____ Records supplied

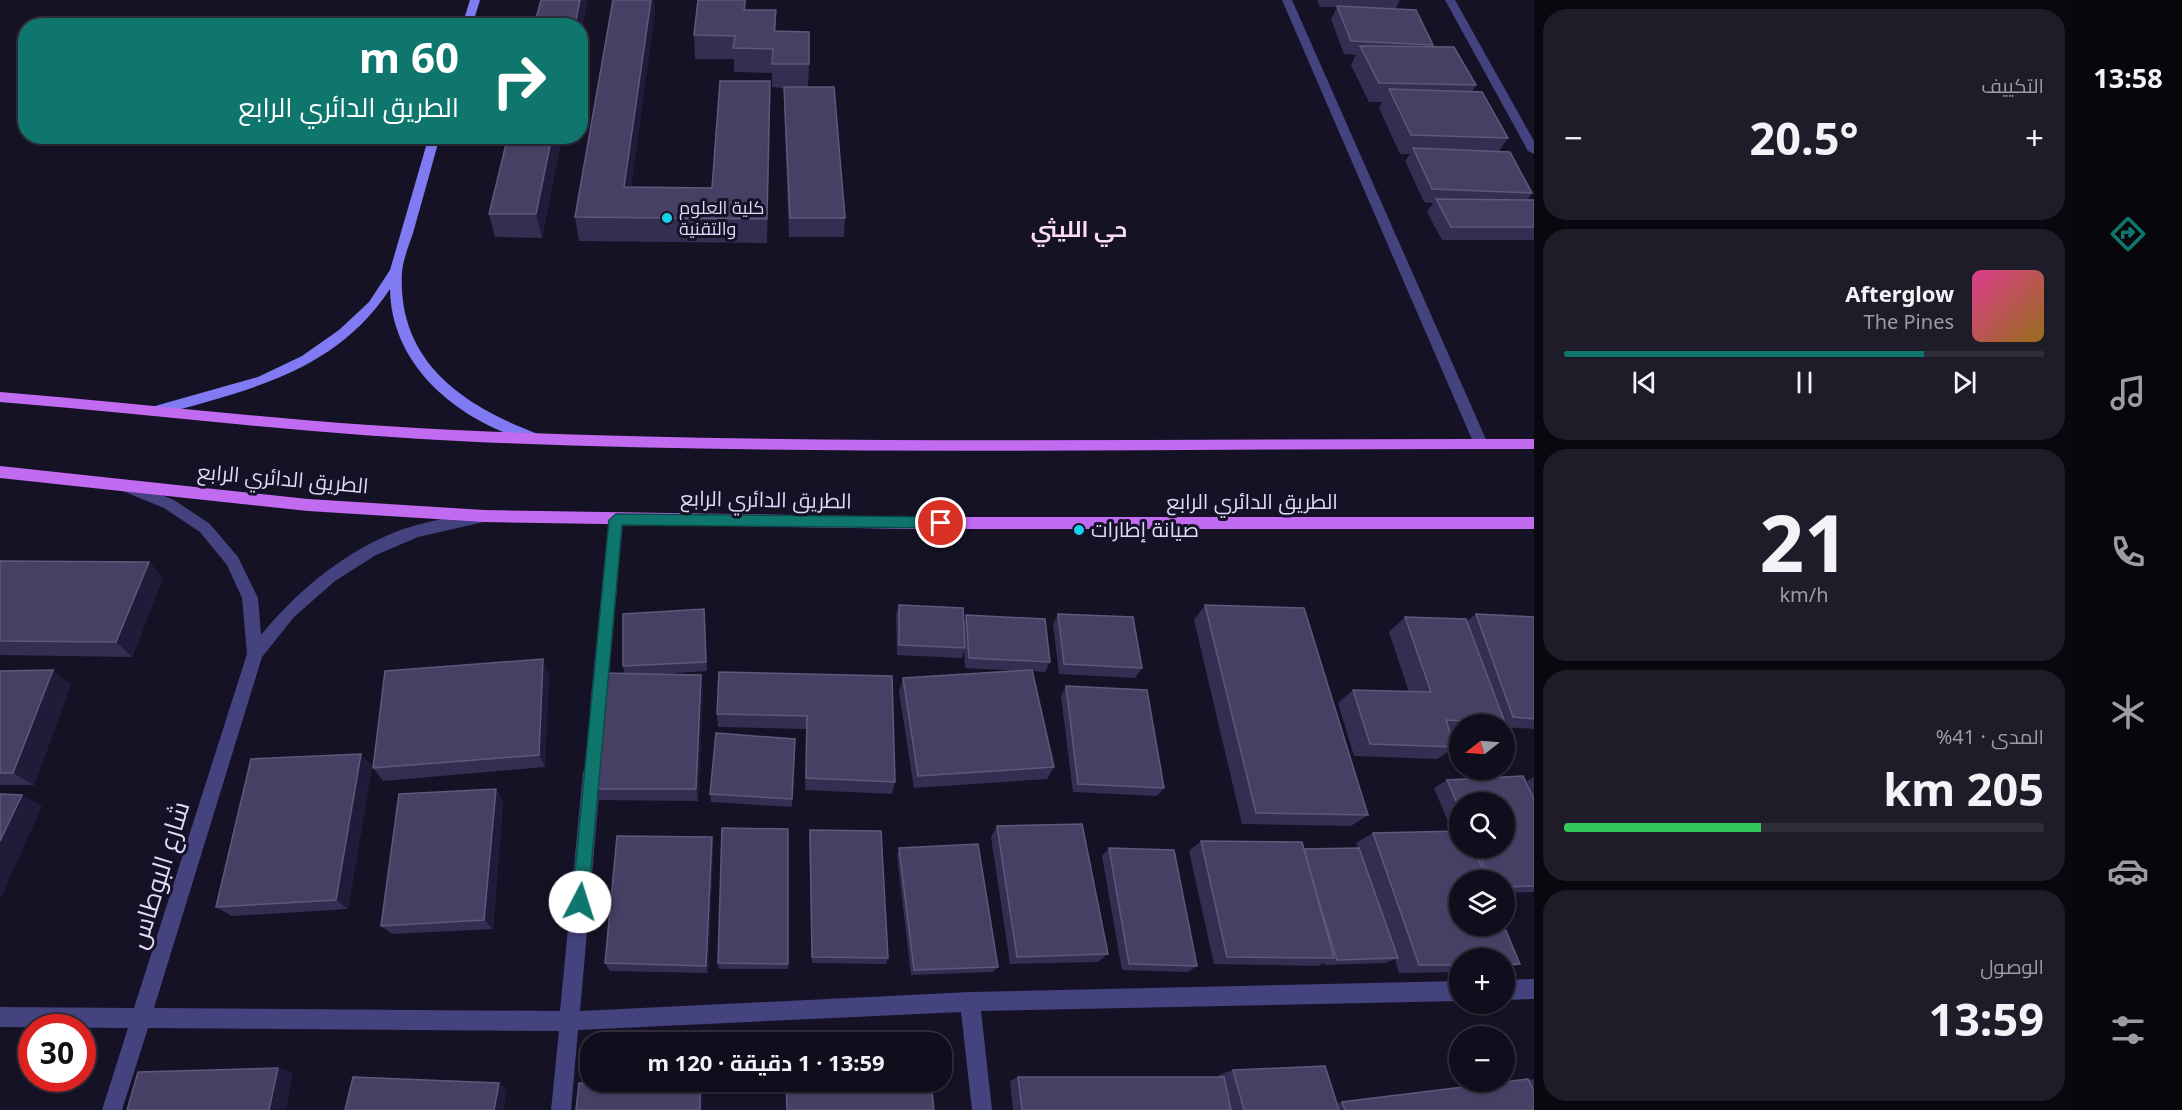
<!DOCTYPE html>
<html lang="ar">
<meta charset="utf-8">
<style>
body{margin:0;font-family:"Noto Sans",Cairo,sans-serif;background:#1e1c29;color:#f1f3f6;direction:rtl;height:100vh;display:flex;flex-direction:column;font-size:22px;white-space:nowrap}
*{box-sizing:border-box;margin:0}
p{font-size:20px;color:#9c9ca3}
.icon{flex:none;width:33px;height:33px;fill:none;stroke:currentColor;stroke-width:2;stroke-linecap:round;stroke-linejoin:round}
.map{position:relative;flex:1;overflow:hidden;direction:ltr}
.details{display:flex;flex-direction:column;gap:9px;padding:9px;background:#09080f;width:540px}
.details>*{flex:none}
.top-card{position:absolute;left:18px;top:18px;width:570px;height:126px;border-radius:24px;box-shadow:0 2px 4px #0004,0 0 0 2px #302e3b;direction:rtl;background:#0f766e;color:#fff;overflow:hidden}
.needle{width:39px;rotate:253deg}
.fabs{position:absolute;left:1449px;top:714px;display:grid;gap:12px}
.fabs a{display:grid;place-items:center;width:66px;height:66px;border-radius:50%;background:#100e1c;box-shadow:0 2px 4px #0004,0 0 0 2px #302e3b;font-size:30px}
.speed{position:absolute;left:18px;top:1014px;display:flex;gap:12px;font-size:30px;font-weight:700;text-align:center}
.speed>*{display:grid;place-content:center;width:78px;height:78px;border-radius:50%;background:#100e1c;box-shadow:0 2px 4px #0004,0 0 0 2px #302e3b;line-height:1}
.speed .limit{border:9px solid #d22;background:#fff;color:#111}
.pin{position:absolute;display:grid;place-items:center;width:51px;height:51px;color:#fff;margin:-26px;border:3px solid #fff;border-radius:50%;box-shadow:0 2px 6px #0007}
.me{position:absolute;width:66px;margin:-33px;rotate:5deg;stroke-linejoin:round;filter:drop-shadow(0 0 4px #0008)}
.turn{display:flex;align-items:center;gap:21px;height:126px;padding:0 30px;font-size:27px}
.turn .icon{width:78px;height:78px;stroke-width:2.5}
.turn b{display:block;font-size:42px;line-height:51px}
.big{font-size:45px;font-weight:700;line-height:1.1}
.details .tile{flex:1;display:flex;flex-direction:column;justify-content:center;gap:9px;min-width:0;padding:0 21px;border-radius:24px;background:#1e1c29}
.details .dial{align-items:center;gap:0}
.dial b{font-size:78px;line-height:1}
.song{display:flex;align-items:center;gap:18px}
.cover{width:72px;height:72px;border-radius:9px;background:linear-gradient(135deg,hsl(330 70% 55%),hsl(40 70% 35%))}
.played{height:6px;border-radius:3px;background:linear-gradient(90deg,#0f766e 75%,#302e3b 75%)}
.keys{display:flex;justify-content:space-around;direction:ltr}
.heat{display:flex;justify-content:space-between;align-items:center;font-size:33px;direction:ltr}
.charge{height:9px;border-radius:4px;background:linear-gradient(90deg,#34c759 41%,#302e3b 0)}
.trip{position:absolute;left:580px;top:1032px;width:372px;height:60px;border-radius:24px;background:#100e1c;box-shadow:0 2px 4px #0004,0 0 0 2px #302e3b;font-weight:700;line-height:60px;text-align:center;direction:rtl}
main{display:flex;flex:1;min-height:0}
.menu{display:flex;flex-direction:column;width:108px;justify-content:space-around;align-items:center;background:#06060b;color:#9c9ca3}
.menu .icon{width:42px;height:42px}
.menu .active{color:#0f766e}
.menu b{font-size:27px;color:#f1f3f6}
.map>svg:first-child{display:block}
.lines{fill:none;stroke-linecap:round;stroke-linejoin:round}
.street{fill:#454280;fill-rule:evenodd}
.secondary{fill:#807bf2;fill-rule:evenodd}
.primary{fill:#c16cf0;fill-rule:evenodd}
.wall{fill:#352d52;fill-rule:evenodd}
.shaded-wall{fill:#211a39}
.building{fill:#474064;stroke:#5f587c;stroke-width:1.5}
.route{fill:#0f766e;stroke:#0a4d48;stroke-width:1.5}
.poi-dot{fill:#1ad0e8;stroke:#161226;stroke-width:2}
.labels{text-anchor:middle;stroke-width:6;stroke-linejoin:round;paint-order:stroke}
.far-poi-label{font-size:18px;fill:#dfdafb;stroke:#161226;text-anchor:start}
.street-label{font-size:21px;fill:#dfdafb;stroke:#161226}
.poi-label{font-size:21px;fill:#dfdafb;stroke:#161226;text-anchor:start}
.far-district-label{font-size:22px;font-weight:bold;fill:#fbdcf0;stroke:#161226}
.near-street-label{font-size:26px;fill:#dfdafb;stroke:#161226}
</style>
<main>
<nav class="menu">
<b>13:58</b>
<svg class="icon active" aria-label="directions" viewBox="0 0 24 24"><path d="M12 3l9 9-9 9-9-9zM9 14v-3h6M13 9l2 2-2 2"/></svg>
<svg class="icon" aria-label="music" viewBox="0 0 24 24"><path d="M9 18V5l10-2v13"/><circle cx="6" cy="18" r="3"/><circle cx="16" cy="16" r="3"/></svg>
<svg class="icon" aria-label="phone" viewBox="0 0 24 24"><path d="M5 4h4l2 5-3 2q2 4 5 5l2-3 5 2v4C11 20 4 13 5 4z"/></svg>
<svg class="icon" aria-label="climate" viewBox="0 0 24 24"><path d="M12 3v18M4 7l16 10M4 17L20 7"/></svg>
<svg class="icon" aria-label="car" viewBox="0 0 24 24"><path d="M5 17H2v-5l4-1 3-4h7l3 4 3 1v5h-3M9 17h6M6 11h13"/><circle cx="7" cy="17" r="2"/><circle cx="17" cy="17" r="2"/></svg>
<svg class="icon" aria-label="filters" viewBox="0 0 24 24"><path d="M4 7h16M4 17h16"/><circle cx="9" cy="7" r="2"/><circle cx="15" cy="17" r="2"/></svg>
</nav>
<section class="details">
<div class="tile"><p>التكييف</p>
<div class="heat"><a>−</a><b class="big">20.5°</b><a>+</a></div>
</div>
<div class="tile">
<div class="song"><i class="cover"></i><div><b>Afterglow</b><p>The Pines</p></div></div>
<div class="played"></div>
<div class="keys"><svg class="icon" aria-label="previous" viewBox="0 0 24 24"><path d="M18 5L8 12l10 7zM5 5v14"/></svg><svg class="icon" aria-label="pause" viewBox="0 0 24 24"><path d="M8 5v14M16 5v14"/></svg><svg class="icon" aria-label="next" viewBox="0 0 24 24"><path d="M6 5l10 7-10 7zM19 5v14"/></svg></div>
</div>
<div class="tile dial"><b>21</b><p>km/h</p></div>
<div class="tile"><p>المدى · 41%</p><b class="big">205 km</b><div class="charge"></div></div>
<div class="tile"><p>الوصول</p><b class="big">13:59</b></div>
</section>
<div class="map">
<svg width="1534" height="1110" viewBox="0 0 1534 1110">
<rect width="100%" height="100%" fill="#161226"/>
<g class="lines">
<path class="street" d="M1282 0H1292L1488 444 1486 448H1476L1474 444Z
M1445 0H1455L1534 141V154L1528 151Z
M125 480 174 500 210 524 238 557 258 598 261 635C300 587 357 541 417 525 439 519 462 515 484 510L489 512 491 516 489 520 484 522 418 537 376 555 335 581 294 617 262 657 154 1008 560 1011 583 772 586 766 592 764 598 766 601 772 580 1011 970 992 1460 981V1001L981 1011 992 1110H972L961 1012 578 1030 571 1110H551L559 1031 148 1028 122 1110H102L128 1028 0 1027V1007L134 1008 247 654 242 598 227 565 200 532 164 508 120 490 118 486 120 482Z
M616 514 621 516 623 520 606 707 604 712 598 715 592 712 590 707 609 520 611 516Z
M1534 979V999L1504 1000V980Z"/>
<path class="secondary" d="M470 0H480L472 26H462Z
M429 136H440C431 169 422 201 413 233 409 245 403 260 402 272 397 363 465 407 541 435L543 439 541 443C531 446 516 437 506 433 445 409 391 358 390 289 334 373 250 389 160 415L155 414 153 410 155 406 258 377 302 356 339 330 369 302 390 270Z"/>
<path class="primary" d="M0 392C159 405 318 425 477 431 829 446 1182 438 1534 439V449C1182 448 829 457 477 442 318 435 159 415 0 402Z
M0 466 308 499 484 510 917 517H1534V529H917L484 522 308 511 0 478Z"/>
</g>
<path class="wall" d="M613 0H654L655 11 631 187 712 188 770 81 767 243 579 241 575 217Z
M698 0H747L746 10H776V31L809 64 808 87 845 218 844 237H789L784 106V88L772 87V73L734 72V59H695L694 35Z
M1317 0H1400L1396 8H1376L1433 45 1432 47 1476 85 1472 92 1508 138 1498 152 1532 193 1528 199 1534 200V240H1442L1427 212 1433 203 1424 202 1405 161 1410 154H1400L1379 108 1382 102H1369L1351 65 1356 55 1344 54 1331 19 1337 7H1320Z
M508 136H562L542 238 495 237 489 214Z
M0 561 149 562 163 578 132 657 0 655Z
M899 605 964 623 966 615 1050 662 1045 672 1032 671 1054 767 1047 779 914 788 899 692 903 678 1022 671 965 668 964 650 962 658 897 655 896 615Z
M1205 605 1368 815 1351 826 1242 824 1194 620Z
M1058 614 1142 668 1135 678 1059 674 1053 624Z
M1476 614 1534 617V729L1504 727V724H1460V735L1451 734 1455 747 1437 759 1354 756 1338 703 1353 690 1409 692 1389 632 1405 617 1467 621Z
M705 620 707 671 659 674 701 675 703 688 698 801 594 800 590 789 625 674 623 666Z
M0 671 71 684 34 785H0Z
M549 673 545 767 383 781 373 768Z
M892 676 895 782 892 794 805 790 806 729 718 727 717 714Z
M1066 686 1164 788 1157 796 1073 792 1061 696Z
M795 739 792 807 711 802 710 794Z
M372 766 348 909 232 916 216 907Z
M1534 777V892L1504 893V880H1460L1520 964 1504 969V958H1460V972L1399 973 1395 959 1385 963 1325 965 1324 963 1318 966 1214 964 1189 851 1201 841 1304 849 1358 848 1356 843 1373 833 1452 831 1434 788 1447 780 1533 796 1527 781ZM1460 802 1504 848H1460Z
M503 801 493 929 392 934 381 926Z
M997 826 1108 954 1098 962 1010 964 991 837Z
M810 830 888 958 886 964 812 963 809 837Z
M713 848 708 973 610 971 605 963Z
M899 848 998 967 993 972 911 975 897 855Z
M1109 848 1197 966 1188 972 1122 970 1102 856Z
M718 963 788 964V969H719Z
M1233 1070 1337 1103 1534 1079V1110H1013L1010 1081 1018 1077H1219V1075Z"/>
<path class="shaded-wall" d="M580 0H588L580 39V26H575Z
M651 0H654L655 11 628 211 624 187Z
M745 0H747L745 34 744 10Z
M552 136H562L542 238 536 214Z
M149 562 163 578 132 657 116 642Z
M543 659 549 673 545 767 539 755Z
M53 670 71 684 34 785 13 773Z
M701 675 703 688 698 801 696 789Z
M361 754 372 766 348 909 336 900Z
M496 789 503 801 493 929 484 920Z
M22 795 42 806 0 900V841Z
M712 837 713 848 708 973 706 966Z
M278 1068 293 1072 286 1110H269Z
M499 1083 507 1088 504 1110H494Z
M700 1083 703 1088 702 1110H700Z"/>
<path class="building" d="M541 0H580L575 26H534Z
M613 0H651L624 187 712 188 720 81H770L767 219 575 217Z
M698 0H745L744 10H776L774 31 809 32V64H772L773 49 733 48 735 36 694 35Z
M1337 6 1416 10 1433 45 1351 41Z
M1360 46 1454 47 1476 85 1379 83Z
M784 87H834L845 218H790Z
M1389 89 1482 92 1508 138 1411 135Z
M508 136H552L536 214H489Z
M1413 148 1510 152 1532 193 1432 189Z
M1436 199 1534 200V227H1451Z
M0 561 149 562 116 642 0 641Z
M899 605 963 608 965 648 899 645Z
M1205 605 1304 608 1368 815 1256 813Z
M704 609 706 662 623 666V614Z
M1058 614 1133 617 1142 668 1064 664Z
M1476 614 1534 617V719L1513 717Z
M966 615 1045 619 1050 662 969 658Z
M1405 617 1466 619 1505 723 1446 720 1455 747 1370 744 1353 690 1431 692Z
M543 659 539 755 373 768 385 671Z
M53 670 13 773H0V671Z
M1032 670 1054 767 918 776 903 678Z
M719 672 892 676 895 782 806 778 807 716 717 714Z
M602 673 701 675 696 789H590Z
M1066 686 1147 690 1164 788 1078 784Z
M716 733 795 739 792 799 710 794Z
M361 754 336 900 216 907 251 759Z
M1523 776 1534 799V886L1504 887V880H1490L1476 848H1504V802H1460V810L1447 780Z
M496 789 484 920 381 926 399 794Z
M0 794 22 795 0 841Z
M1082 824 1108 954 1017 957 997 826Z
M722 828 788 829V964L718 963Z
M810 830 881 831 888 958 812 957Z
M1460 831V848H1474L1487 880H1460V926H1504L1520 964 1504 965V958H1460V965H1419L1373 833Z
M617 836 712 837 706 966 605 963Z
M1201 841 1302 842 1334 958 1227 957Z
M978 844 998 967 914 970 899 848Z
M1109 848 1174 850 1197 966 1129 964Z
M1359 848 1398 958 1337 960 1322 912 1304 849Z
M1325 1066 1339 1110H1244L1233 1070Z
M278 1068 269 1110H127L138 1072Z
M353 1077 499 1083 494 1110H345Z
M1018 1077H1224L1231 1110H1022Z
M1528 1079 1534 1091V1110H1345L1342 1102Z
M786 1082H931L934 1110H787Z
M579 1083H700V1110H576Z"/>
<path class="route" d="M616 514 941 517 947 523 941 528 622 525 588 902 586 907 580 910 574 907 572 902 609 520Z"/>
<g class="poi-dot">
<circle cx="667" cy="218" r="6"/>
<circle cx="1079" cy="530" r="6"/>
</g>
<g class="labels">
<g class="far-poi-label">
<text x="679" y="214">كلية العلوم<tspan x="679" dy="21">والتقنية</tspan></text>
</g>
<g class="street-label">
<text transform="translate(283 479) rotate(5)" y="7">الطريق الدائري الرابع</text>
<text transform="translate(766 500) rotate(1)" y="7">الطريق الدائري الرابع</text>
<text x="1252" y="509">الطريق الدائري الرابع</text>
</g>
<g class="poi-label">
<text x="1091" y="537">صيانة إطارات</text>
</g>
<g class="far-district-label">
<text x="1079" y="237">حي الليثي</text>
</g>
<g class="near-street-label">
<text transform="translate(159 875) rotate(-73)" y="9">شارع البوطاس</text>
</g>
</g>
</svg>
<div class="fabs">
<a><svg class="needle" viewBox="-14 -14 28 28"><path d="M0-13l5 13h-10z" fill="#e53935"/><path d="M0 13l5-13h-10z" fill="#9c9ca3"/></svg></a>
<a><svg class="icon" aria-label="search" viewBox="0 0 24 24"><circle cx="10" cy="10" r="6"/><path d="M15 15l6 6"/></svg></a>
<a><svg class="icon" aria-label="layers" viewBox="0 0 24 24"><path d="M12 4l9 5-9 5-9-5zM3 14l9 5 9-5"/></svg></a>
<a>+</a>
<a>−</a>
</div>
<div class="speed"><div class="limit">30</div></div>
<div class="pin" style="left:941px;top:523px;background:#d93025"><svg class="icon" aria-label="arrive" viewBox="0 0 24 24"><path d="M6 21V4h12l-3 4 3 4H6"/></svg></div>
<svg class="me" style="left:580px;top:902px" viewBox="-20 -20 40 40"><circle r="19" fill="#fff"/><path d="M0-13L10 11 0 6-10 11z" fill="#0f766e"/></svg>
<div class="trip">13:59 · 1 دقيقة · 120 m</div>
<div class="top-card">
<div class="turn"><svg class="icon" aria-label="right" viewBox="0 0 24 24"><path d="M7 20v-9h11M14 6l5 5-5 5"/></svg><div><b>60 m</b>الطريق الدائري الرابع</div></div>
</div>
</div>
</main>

________

Write only the number of lines in the data above that include "linear".

3